Task item:
Task for the records below: copy exactly from the first line on, stopping once the line with "flex:none; width:38px; height:38px;" is copied, and leave out the pictures.

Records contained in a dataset

******************************

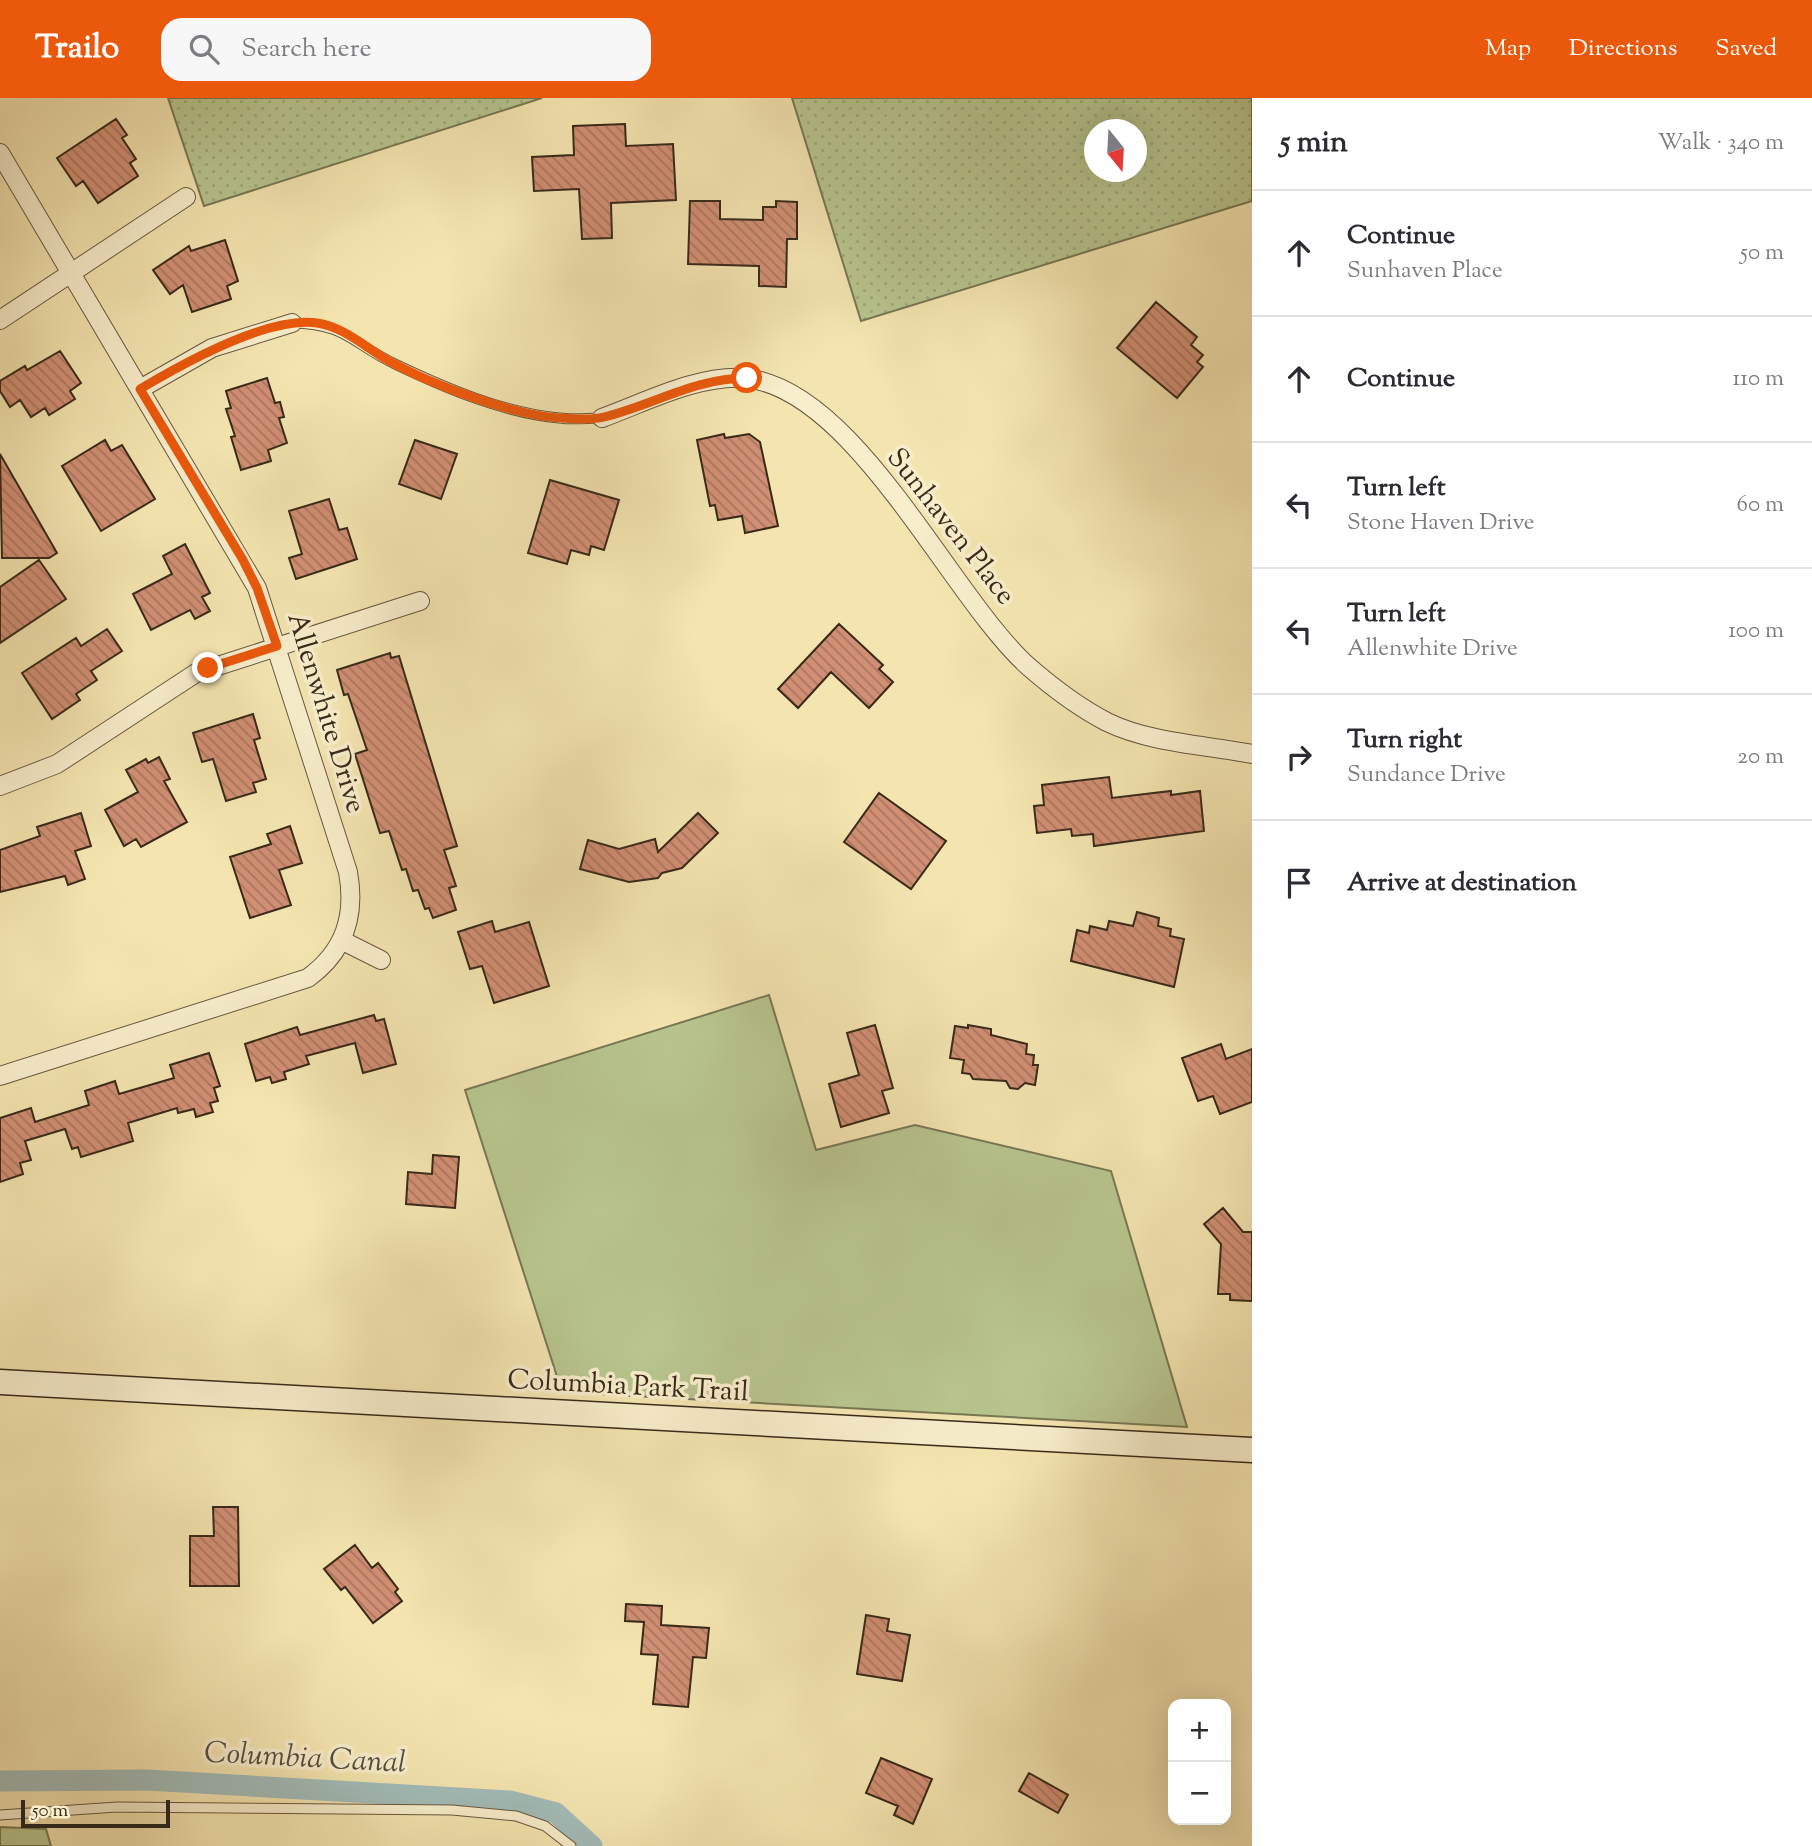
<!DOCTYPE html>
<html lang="en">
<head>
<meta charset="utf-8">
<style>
  :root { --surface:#fff; --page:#f7f7f7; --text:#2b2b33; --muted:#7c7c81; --line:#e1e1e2; --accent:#ea580c }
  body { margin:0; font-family:"Sorts Mill Goudy",serif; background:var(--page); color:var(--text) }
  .controls { position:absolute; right:21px; bottom:21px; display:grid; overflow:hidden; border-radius:14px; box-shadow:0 7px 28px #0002 }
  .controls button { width:63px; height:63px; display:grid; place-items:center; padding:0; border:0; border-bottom:2px solid var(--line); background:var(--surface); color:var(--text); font:35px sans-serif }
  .compass { position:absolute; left:1084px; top:21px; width:63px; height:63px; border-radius:50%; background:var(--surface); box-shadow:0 7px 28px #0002; rotate:162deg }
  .scale { position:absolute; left:21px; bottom:18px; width:149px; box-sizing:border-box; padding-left:7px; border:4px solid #382a19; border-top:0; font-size:19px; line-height:24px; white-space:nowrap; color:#382a19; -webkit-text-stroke:5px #f8eecc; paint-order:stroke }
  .stop { position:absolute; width:21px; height:21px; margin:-16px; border:5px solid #ea580c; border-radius:50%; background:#fff }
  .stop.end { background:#ea580c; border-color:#fff; box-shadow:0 2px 7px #0008 }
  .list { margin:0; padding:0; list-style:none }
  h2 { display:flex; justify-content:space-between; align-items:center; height:91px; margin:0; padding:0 28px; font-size:30px }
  h2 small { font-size:23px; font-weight:400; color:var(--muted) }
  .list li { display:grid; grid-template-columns:46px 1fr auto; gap:21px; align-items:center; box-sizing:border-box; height:126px; padding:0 28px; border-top:2px solid var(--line) }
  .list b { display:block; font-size:26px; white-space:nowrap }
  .list p { margin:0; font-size:23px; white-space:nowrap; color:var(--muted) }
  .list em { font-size:23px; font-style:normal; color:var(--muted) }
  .icon { flex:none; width:38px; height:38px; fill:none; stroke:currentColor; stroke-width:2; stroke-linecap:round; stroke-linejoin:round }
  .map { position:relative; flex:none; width:1252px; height:1748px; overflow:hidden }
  header { display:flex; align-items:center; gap:42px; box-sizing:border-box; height:98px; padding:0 35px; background:var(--accent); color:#fff }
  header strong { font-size:33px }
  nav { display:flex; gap:38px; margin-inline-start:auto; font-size:24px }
  .search { width:490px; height:63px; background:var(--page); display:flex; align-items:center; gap:18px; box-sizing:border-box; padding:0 24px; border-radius:21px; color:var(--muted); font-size:26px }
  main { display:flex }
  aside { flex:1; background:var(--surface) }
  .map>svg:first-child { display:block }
</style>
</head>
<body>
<header>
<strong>Trailo</strong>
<div class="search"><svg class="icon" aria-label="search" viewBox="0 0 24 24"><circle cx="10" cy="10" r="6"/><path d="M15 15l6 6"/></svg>Search here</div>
<nav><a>Map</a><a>Directions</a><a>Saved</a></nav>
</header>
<main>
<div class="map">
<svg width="1252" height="1748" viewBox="0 0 1252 1748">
  <defs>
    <pattern id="park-dots" width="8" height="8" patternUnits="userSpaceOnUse" patternTransform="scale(1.75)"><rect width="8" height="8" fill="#b8c58e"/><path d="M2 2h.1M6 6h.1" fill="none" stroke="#9fa97a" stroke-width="1.8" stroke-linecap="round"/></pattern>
    <pattern id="building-back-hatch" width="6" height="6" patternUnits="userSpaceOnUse" patternTransform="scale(1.75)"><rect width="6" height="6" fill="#d18f73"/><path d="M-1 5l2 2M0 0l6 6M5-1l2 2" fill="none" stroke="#ab755e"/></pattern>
  </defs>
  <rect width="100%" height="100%" fill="#f4e5b0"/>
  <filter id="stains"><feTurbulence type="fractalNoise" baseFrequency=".00286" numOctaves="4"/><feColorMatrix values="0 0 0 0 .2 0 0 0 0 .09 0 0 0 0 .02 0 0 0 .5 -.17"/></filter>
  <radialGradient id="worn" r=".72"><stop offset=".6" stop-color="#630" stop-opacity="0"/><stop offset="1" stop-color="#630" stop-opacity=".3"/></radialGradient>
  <path fill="#b8c58e" stroke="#787854" stroke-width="2" d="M769,897L816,1052L915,1027L1111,1073L1187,1329L562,1294L465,992Z
    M0,1729L46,1731L51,1748H0Z"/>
  <path fill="url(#park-dots)" stroke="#787854" stroke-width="2" fill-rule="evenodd" d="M168,0H542L204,108Z
    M792,0H1252V103L861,223ZM1094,32H1136V74H1094Z"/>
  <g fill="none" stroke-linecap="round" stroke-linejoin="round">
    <path stroke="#a2bcb8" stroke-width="21" d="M0,1683L147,1682L510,1703L556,1715L592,1748"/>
  </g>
  <path fill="url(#building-back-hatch)" stroke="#382a19" stroke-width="2" d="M116,21L127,37L122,40L136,61L130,65L138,78L98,105L83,83L76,88L57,60Z
    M625,26L626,48L673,46L676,102L611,105L612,140L582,141L579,91L534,93L532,59L574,57L573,28Z
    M690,103H720V121L763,122V109H776V103L797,104V141H787L786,189L759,188V168L688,166Z
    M225,142L238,183L227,188L231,201L192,214L183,187L170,196L153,172L189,148L191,153Z
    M1156,204L1197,239L1191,247L1203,257L1197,264L1203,269L1177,300L1117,250Z
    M60,253L81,285L70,293L75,301L49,317L45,310L31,319L20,302L10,309L0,293V283L25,268L27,272Z
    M267,280L275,305L280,304L284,319L279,320L287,345L268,352L271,363L241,372L231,339L235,338L226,311L231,310L226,293Z
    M724,336L725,340L749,336L760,344L778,428L745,435L742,418L718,422L715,407L710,408L697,342Z
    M105,342L111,353L122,347L155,401L101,433L62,368Z
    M415,342L457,356L441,401L399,386Z
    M0,356L57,455L49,460H2Z
    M550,382L619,402L604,452L591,448L589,457L571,452L567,466L528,455Z
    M329,401L339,432L347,430L357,461L296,481L289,460L302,456L289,413Z
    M185,446L210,495L202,499L210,513L195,521L190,512L151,532L133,496L172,476L163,458Z
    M39,462L66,501L0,545V489Z
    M839,526L883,567L879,571L893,584L869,610L831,574L798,610L778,591Z
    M107,531L122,553L91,573L97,582L76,596L80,602L52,621L22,575L76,540L81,548Z
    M390,555L391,560L399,558L457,748L444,752L456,788L449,790L456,812L433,820L429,810L425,811L418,792L413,793L406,771L402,772L389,733L380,735L355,656L367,652L348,596L344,597L337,572Z
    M253,616L260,640L254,642L266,681L253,685L256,694L226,703L213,661L202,664L193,635Z
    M159,659L170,681L164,683L187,724L141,749L136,741L124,748L105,712L138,694L126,672L146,661L148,665Z
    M1109,679L1112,700L1171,693V697L1200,693L1204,733L1094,748L1093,736L1072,738L1071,731L1037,735L1034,708L1044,707L1042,687Z
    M879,695L946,743L911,791L844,744Z
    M81,715L91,748L75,753L85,781L68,787L65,778L0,794V752L40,738L37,729Z
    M698,715L718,735L682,770L662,775L658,780L629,784L580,771L588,742L619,751L655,741L658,754Z
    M290,728L302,765L279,772L291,807L250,820L230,759L271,746L267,736Z
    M1137,814L1159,820L1158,828L1171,831L1170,838L1184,841L1174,889L1071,863L1077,832L1089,835L1090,828L1107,832L1109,823L1133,828Z
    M492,823L495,834L529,824L549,888L494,905L482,868L470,871L458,834Z
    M374,917L376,923L384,921L396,966L363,975L355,945L306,958L309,966L284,974L286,981L272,985L270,979L256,983L245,946L297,929L300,937Z
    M875,927L893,990L882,993L889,1015L841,1029L829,986L859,977L847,935Z
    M968,927L991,931V937L1027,946L1026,956L1034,957L1033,967H1038L1035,987L1025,985L1018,991L1010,990L1006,983L973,981L970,976L962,975L964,962L950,960L955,928L968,930Z
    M1221,946L1226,961L1252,951V1004L1220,1016L1213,998L1198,1003L1182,960Z
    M209,955L220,988L214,990L218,1003L210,1005L213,1014L196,1019L194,1011L178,1015L177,1010L128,1025L133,1043L81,1059L78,1049L72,1051L65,1031L25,1043L31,1062L20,1065L23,1076L0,1084V1020L31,1010L35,1024L89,1007L85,993L115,983L119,996L174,980L170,967Z
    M433,1057L459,1059L455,1110L406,1106L408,1074L432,1076Z
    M1223,1110L1243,1134H1252V1203L1230,1202V1196H1218L1221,1146L1204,1126Z
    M213,1409H238L239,1488H190V1438H214Z
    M355,1447L372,1470L378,1465L398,1491L395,1494L402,1503L373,1525L345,1489L341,1492L324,1471Z
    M626,1506L662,1508L661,1527L709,1530L706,1560L693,1559L688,1609L653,1606L658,1557L641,1556L644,1524L625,1523Z
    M866,1517L889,1521L887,1533L910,1537L902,1583L857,1576Z
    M881,1660L932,1681L913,1726L894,1717L898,1708L866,1695Z
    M1029,1675L1068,1697L1058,1715L1019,1693Z"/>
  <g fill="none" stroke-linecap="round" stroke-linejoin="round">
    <g stroke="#67593f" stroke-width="11">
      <path id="service" d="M292,225C347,226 351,245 395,266C445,290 504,315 559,320C573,322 588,320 602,320
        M0,1717L117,1709L452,1712L516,1718L545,1728L571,1748"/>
    </g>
    <g stroke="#67593f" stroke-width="20">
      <path id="minor" d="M0,55L257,490L348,774C356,818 345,853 308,880L0,978
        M0,222L186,99
        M140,291L212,250L292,225
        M602,320C646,304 697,277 744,280C855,289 951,500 1029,569C1052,589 1080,610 1107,624C1150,645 1206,647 1252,656
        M0,688L57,666L196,575L420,503
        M343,843L381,862"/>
    </g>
    <g stroke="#382a19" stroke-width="27">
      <path id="secondary" d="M0,1284L1252,1352"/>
    </g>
    <use href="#service" stroke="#f8eecc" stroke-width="9"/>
    <use href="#minor" stroke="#f8eecc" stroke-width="18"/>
    <use href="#secondary" stroke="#f8eecc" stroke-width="24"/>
  </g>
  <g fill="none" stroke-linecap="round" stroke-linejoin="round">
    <path stroke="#ea580c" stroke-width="9" d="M208,570L277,548L257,490L243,462L140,291C182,266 267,218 317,225C345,229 367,251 391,264C431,286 517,319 562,320C575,321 592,322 604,319C653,307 695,280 747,280"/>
  </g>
  <g text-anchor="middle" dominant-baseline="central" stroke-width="7" stroke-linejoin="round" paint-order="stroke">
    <g font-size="28" fill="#382a19" stroke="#f8eecc">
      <text transform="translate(950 429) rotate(52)">Sunhaven Place</text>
      <text transform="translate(325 615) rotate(73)">Allenwhite Drive</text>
      <text transform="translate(628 1289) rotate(3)">Columbia Park Trail</text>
    </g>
    <g font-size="30" font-style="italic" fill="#524e41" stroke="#f8eecc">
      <text transform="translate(305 1661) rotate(3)">Columbia Canal</text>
    </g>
  </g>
  <rect width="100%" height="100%" filter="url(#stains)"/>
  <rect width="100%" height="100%" fill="url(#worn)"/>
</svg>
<div class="controls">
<button>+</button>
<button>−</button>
</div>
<svg class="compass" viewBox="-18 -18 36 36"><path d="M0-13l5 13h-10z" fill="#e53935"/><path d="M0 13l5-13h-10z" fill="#7c7c81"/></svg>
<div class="scale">50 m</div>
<div class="stop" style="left:747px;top:280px"></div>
<div class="stop end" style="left:208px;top:570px"></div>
</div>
<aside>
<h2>5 min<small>Walk · 340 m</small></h2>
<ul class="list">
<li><svg class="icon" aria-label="ahead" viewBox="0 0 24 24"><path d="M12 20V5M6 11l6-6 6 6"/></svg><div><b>Continue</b><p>Sunhaven Place</p></div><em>50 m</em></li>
<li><svg class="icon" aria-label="ahead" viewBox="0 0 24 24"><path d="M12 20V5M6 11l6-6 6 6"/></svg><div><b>Continue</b></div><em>110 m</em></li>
<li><svg class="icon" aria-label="left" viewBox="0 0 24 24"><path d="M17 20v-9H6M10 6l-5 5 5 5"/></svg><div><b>Turn left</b><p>Stone Haven Drive</p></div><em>60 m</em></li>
<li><svg class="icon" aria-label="left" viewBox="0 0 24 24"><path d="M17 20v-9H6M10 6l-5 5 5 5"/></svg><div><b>Turn left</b><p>Allenwhite Drive</p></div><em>100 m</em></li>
<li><svg class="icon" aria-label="right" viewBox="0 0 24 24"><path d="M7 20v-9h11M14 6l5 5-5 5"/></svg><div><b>Turn right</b><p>Sundance Drive</p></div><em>20 m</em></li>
<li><svg class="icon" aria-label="arrive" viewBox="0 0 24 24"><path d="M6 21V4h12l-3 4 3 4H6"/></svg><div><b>Arrive at destination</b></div></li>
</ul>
</aside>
</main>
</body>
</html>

******************************

Exercise solution:
<!DOCTYPE html>
<html lang="en">
<head>
<meta charset="utf-8">
<style>
  :root { --surface:#fff; --page:#f7f7f7; --text:#2b2b33; --muted:#7c7c81; --line:#e1e1e2; --accent:#ea580c }
  body { margin:0; font-family:"Sorts Mill Goudy",serif; background:var(--page); color:var(--text) }
  .controls { position:absolute; right:21px; bottom:21px; display:grid; overflow:hidden; border-radius:14px; box-shadow:0 7px 28px #0002 }
  .controls button { width:63px; height:63px; display:grid; place-items:center; padding:0; border:0; border-bottom:2px solid var(--line); background:var(--surface); color:var(--text); font:35px sans-serif }
  .compass { position:absolute; left:1084px; top:21px; width:63px; height:63px; border-radius:50%; background:var(--surface); box-shadow:0 7px 28px #0002; rotate:162deg }
  .scale { position:absolute; left:21px; bottom:18px; width:149px; box-sizing:border-box; padding-left:7px; border:4px solid #382a19; border-top:0; font-size:19px; line-height:24px; white-space:nowrap; color:#382a19; -webkit-text-stroke:5px #f8eecc; paint-order:stroke }
  .stop { position:absolute; width:21px; height:21px; margin:-16px; border:5px solid #ea580c; border-radius:50%; background:#fff }
  .stop.end { background:#ea580c; border-color:#fff; box-shadow:0 2px 7px #0008 }
  .list { margin:0; padding:0; list-style:none }
  h2 { display:flex; justify-content:space-between; align-items:center; height:91px; margin:0; padding:0 28px; font-size:30px }
  h2 small { font-size:23px; font-weight:400; color:var(--muted) }
  .list li { display:grid; grid-template-columns:46px 1fr auto; gap:21px; align-items:center; box-sizing:border-box; height:126px; padding:0 28px; border-top:2px solid var(--line) }
  .list b { display:block; font-size:26px; white-space:nowrap }
  .list p { margin:0; font-size:23px; white-space:nowrap; color:var(--muted) }
  .list em { font-size:23px; font-style:normal; color:var(--muted) }
  .icon { flex:none; width:38px; height:38px; fill:none; stroke:currentColor; stroke-width:2; stroke-linecap:round; stroke-linejoin:round }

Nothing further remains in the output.